- **Supplied entries**
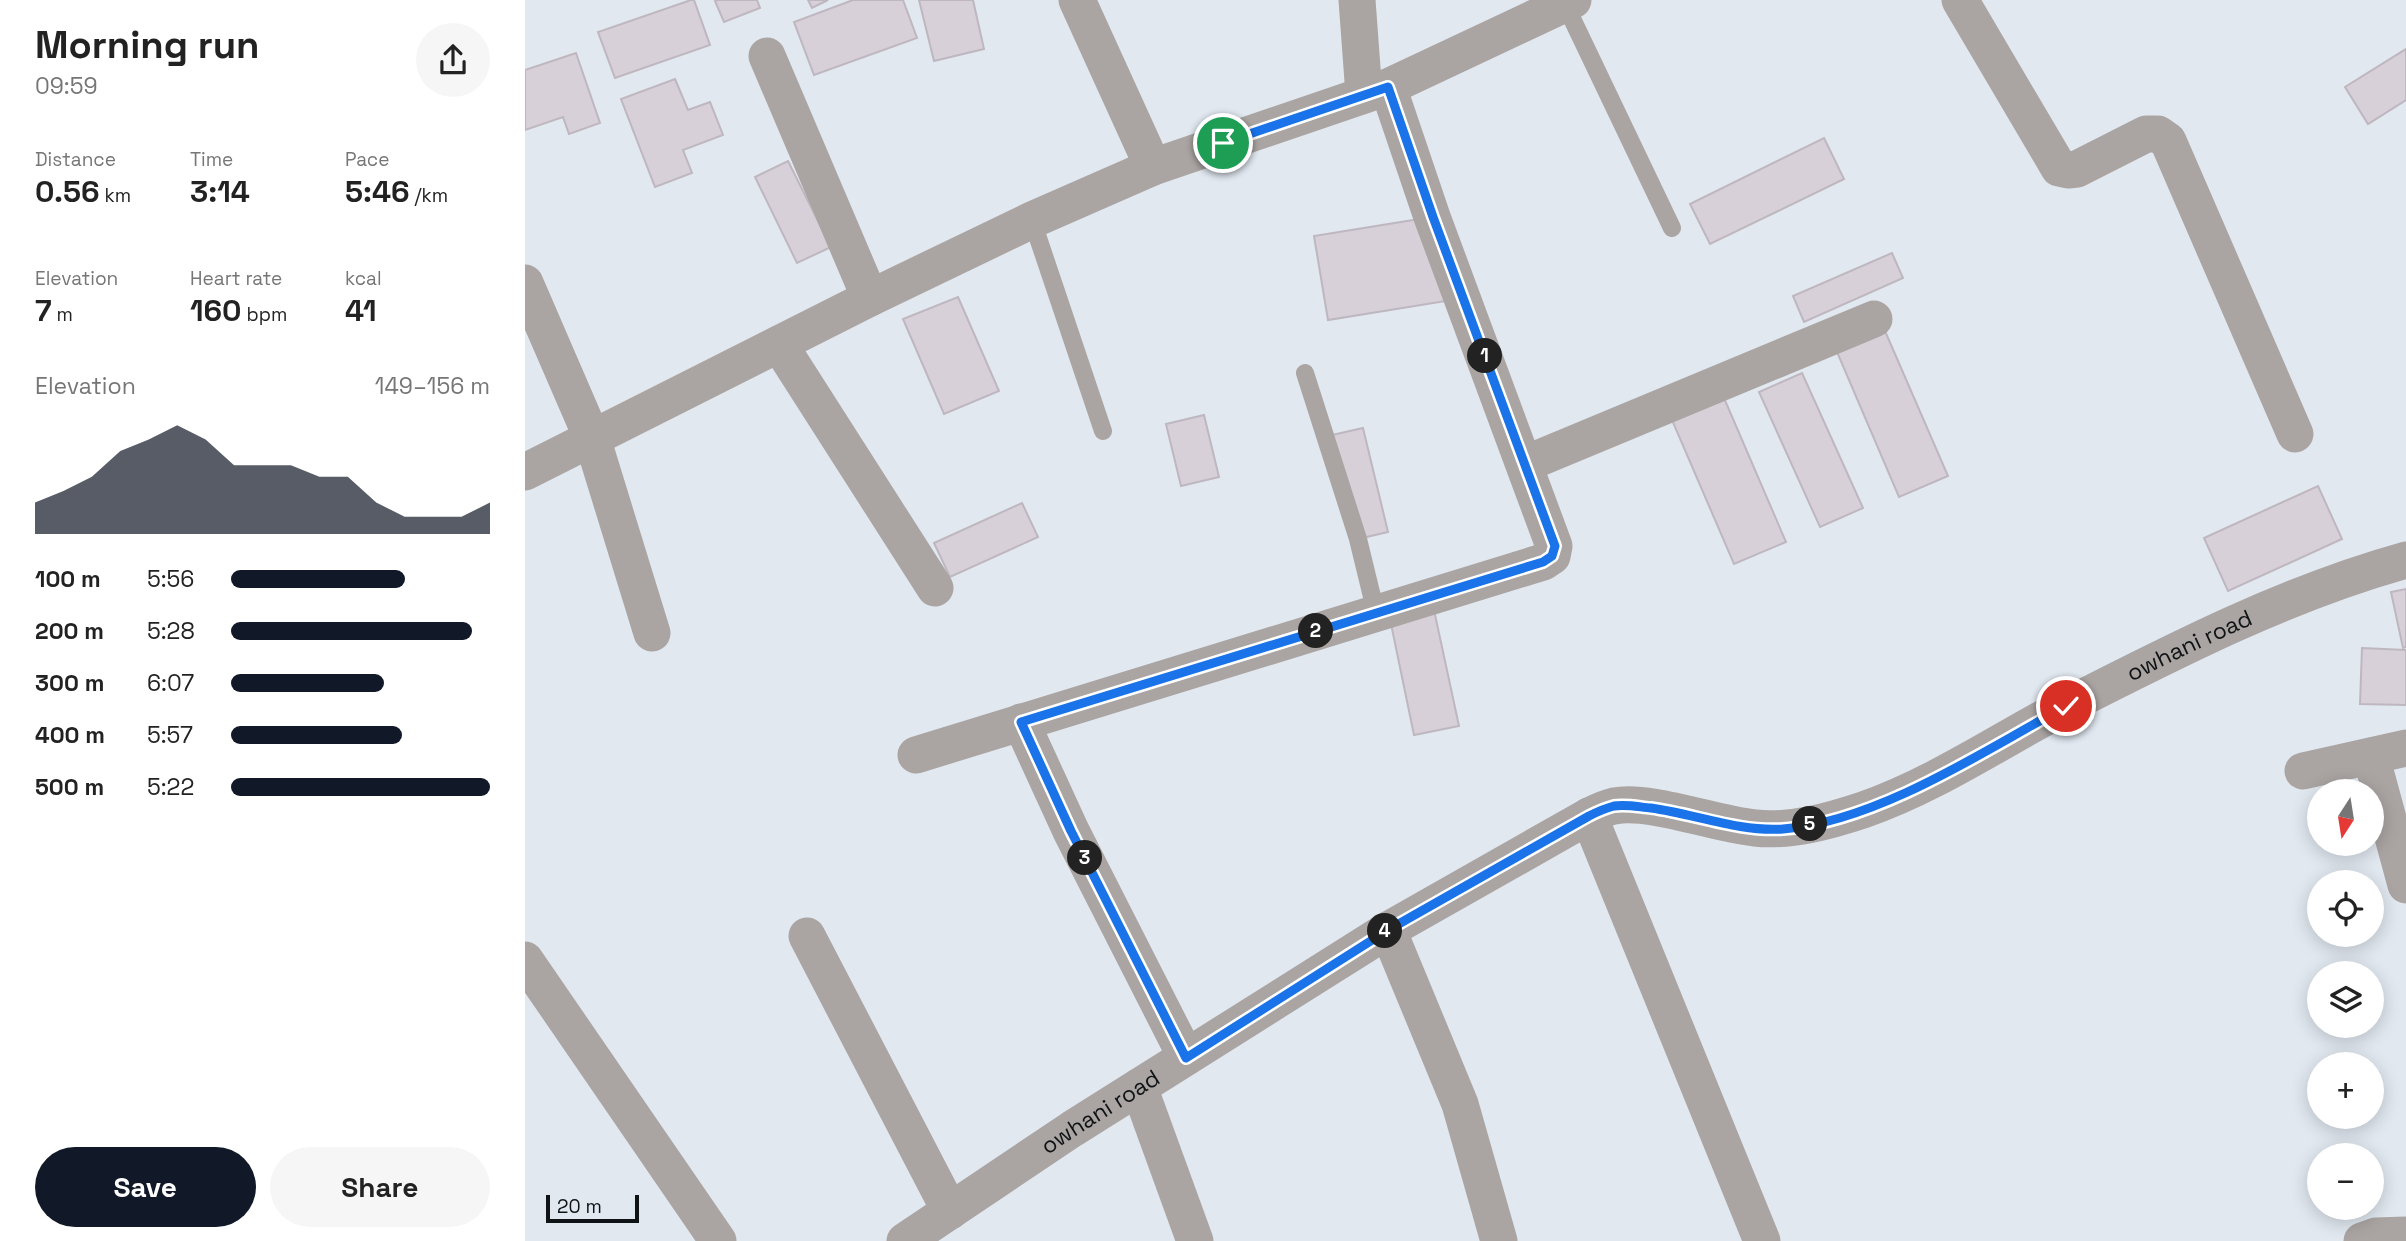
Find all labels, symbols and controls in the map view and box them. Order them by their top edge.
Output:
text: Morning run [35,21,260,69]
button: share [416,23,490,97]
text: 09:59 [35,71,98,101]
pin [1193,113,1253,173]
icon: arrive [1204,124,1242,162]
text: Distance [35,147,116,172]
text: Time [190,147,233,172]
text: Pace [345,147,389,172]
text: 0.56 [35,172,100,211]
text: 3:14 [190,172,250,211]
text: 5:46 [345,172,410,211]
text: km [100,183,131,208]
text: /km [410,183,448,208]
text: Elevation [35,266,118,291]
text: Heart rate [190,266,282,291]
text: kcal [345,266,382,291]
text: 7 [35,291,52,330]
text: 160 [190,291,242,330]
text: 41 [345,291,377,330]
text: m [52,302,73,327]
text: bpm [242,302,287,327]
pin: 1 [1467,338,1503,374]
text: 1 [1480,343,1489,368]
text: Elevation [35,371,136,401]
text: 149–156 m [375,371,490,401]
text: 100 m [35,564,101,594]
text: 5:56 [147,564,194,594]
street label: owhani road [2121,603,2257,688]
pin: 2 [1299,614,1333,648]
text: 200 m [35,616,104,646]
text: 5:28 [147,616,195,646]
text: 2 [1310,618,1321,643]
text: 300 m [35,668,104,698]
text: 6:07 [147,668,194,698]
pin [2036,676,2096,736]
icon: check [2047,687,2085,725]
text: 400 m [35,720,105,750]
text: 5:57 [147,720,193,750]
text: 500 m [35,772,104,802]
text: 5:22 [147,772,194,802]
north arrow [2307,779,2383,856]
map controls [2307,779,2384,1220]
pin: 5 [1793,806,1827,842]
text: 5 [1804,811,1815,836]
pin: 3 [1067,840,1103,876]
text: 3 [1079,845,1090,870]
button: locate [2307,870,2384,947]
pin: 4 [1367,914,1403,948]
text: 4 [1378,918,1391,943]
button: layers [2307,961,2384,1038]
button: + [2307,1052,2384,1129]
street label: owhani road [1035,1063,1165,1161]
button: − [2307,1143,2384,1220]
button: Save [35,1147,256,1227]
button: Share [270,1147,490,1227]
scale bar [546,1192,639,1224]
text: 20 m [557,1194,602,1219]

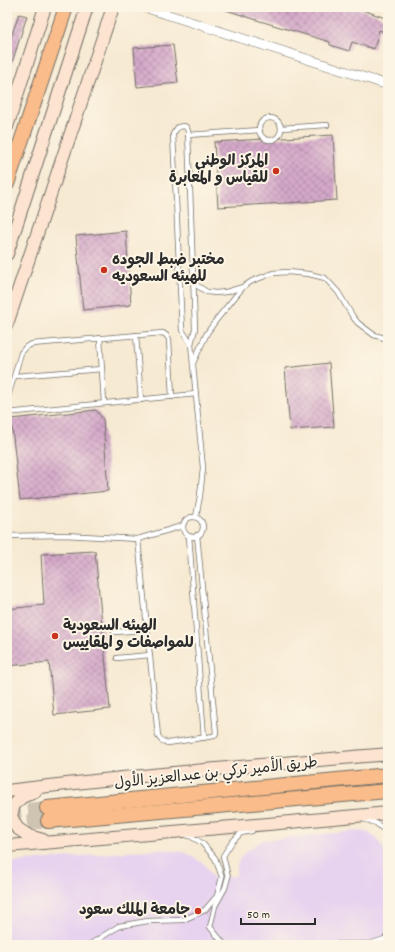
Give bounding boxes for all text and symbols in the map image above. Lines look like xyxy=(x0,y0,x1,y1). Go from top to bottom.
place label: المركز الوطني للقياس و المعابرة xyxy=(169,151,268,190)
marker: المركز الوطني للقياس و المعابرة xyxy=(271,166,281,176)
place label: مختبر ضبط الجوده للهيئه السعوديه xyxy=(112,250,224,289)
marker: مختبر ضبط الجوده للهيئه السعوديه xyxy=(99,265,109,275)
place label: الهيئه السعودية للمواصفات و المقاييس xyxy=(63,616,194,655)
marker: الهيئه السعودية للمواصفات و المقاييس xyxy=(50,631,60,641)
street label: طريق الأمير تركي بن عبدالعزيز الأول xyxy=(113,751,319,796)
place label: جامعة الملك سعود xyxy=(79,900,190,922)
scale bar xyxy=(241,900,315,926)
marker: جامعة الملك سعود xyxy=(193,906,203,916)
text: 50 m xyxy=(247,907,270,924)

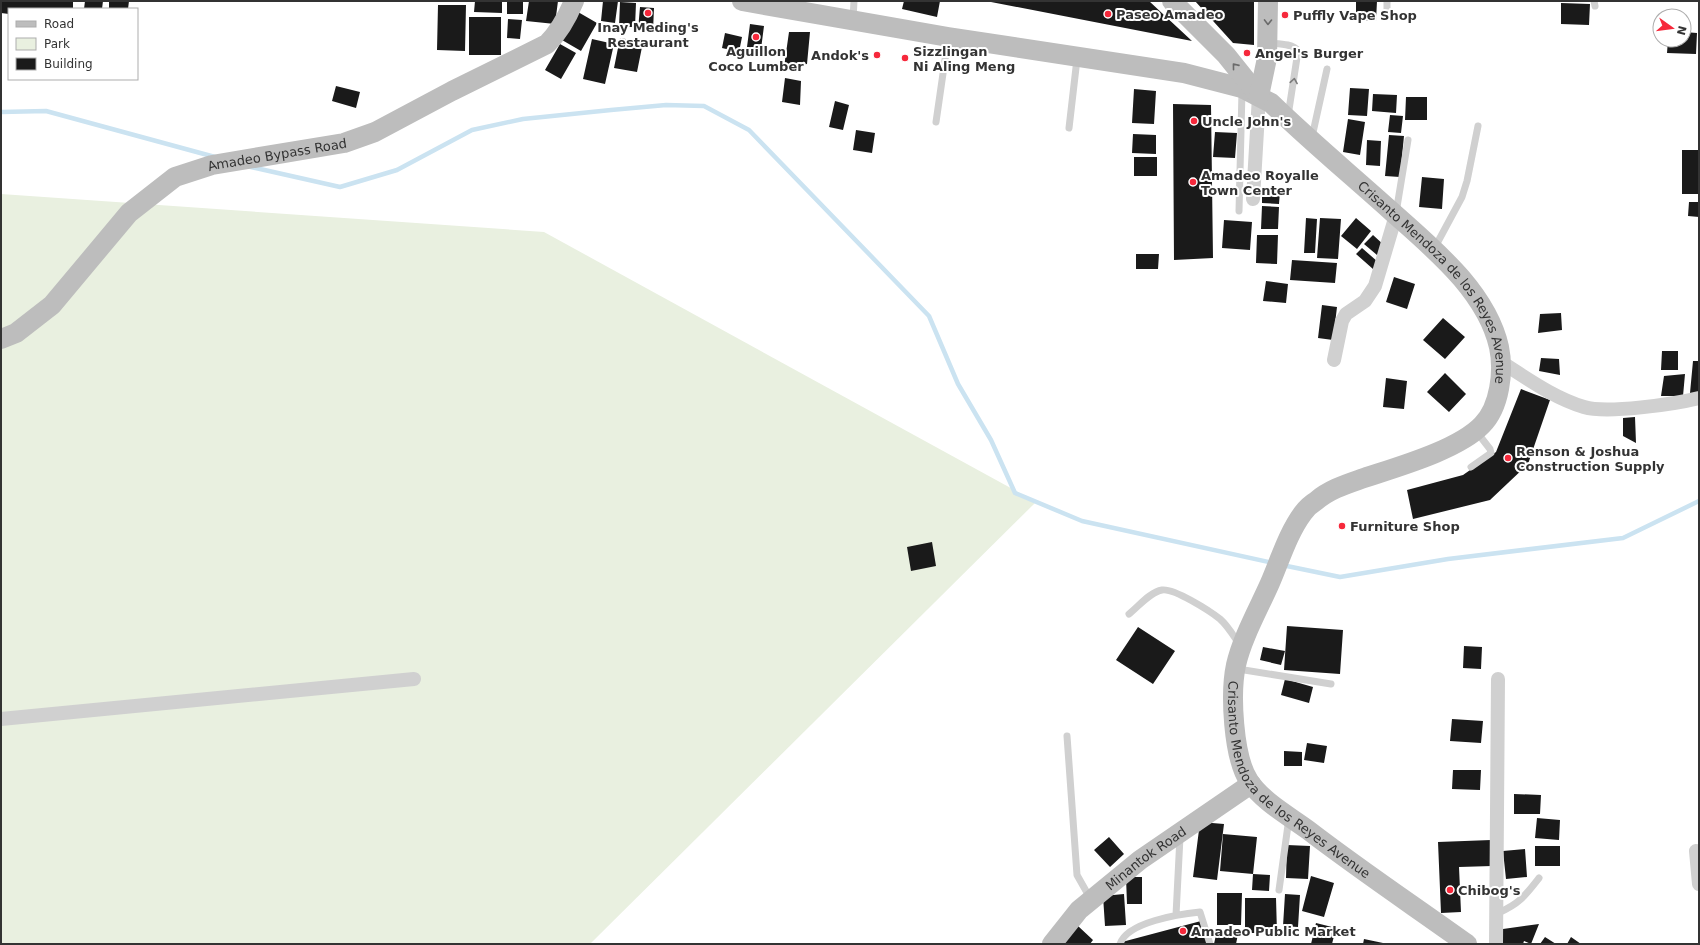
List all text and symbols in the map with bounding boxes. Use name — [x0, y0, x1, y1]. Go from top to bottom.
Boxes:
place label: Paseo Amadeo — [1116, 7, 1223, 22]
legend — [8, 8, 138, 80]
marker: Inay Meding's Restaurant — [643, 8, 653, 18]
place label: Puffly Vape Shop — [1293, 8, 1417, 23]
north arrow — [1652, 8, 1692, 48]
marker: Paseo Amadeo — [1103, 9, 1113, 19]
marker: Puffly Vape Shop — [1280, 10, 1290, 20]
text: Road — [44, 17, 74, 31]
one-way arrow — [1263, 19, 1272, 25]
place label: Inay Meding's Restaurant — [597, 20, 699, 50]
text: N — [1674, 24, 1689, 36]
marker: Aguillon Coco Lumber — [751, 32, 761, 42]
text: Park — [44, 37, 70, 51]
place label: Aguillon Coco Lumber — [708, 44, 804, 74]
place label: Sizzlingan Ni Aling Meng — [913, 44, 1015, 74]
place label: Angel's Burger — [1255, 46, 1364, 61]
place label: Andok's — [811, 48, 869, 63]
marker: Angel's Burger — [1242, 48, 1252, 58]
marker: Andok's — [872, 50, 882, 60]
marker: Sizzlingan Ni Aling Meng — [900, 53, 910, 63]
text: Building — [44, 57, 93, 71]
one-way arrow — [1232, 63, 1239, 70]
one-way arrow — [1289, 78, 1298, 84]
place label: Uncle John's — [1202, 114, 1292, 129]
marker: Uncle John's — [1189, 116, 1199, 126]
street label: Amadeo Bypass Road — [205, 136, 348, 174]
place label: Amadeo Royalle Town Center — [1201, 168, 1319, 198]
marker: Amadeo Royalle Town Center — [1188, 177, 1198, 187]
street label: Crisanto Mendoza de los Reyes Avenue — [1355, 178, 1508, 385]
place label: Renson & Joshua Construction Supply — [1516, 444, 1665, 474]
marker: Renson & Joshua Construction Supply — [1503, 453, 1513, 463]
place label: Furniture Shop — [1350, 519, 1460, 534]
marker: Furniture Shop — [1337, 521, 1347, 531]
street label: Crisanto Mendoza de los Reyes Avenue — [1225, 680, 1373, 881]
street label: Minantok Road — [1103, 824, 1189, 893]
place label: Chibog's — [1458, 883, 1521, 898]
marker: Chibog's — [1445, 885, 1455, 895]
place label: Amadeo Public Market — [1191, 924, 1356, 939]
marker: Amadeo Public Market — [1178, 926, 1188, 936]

- **Task brief**
Repeat the data exactly as given. Keep every picture out of the copy.

- **Result of this task**
Find all labels, symbols and controls in the map view and box them. Order them by their top edge.
Output:
text: Morning run [35,21,260,69]
button: share [416,23,490,97]
text: 09:59 [35,71,98,101]
pin [1193,113,1253,173]
icon: arrive [1204,124,1242,162]
text: Distance [35,147,116,172]
text: Time [190,147,233,172]
text: Pace [345,147,389,172]
text: 0.56 [35,172,100,211]
text: 3:14 [190,172,250,211]
text: 5:46 [345,172,410,211]
text: km [100,183,131,208]
text: /km [410,183,448,208]
text: Elevation [35,266,118,291]
text: Heart rate [190,266,282,291]
text: kcal [345,266,382,291]
text: 7 [35,291,52,330]
text: 160 [190,291,242,330]
text: 41 [345,291,377,330]
text: m [52,302,73,327]
text: bpm [242,302,287,327]
pin: 1 [1467,338,1503,374]
text: 1 [1480,343,1489,368]
text: Elevation [35,371,136,401]
text: 149–156 m [375,371,490,401]
text: 100 m [35,564,101,594]
text: 5:56 [147,564,194,594]
street label: owhani road [2121,603,2257,688]
pin: 2 [1299,614,1333,648]
text: 200 m [35,616,104,646]
text: 5:28 [147,616,195,646]
text: 2 [1310,618,1321,643]
text: 300 m [35,668,104,698]
text: 6:07 [147,668,194,698]
pin [2036,676,2096,736]
icon: check [2047,687,2085,725]
text: 400 m [35,720,105,750]
text: 5:57 [147,720,193,750]
text: 500 m [35,772,104,802]
text: 5:22 [147,772,194,802]
north arrow [2307,779,2383,856]
map controls [2307,779,2384,1220]
pin: 5 [1793,806,1827,842]
text: 5 [1804,811,1815,836]
pin: 3 [1067,840,1103,876]
text: 3 [1079,845,1090,870]
button: locate [2307,870,2384,947]
pin: 4 [1367,914,1403,948]
text: 4 [1378,918,1391,943]
button: layers [2307,961,2384,1038]
button: + [2307,1052,2384,1129]
street label: owhani road [1035,1063,1165,1161]
button: − [2307,1143,2384,1220]
button: Save [35,1147,256,1227]
button: Share [270,1147,490,1227]
scale bar [546,1192,639,1224]
text: 20 m [557,1194,602,1219]

Give bounding boxes for all text and symbols in the map image above. Lines look like xyxy=(x0,y0,x1,y1). Go from top to bottom.
place label: المركز الوطني للقياس و المعابرة xyxy=(169,151,268,190)
marker: المركز الوطني للقياس و المعابرة xyxy=(271,166,281,176)
place label: مختبر ضبط الجوده للهيئه السعوديه xyxy=(112,250,224,289)
marker: مختبر ضبط الجوده للهيئه السعوديه xyxy=(99,265,109,275)
place label: الهيئه السعودية للمواصفات و المقاييس xyxy=(63,616,194,655)
marker: الهيئه السعودية للمواصفات و المقاييس xyxy=(50,631,60,641)
street label: طريق الأمير تركي بن عبدالعزيز الأول xyxy=(113,751,319,796)
place label: جامعة الملك سعود xyxy=(79,900,190,922)
scale bar xyxy=(241,900,315,926)
marker: جامعة الملك سعود xyxy=(193,906,203,916)
text: 50 m xyxy=(247,907,270,924)

List all text and symbols in the map with bounding boxes. Use name — [x0, y0, x1, y1]. Go from top to bottom.
Boxes:
place label: Paseo Amadeo — [1116, 7, 1223, 22]
legend — [8, 8, 138, 80]
marker: Inay Meding's Restaurant — [643, 8, 653, 18]
place label: Puffly Vape Shop — [1293, 8, 1417, 23]
north arrow — [1652, 8, 1692, 48]
marker: Paseo Amadeo — [1103, 9, 1113, 19]
marker: Puffly Vape Shop — [1280, 10, 1290, 20]
text: Road — [44, 17, 74, 31]
one-way arrow — [1263, 19, 1272, 25]
place label: Inay Meding's Restaurant — [597, 20, 699, 50]
text: N — [1674, 24, 1689, 36]
marker: Aguillon Coco Lumber — [751, 32, 761, 42]
text: Park — [44, 37, 70, 51]
place label: Aguillon Coco Lumber — [708, 44, 804, 74]
place label: Sizzlingan Ni Aling Meng — [913, 44, 1015, 74]
place label: Angel's Burger — [1255, 46, 1364, 61]
place label: Andok's — [811, 48, 869, 63]
marker: Angel's Burger — [1242, 48, 1252, 58]
marker: Andok's — [872, 50, 882, 60]
marker: Sizzlingan Ni Aling Meng — [900, 53, 910, 63]
text: Building — [44, 57, 93, 71]
one-way arrow — [1232, 63, 1239, 70]
one-way arrow — [1289, 78, 1298, 84]
place label: Uncle John's — [1202, 114, 1292, 129]
marker: Uncle John's — [1189, 116, 1199, 126]
street label: Amadeo Bypass Road — [205, 136, 348, 174]
place label: Amadeo Royalle Town Center — [1201, 168, 1319, 198]
marker: Amadeo Royalle Town Center — [1188, 177, 1198, 187]
street label: Crisanto Mendoza de los Reyes Avenue — [1355, 178, 1508, 385]
place label: Renson & Joshua Construction Supply — [1516, 444, 1665, 474]
marker: Renson & Joshua Construction Supply — [1503, 453, 1513, 463]
place label: Furniture Shop — [1350, 519, 1460, 534]
marker: Furniture Shop — [1337, 521, 1347, 531]
street label: Crisanto Mendoza de los Reyes Avenue — [1225, 680, 1373, 881]
street label: Minantok Road — [1103, 824, 1189, 893]
place label: Chibog's — [1458, 883, 1521, 898]
marker: Chibog's — [1445, 885, 1455, 895]
place label: Amadeo Public Market — [1191, 924, 1356, 939]
marker: Amadeo Public Market — [1178, 926, 1188, 936]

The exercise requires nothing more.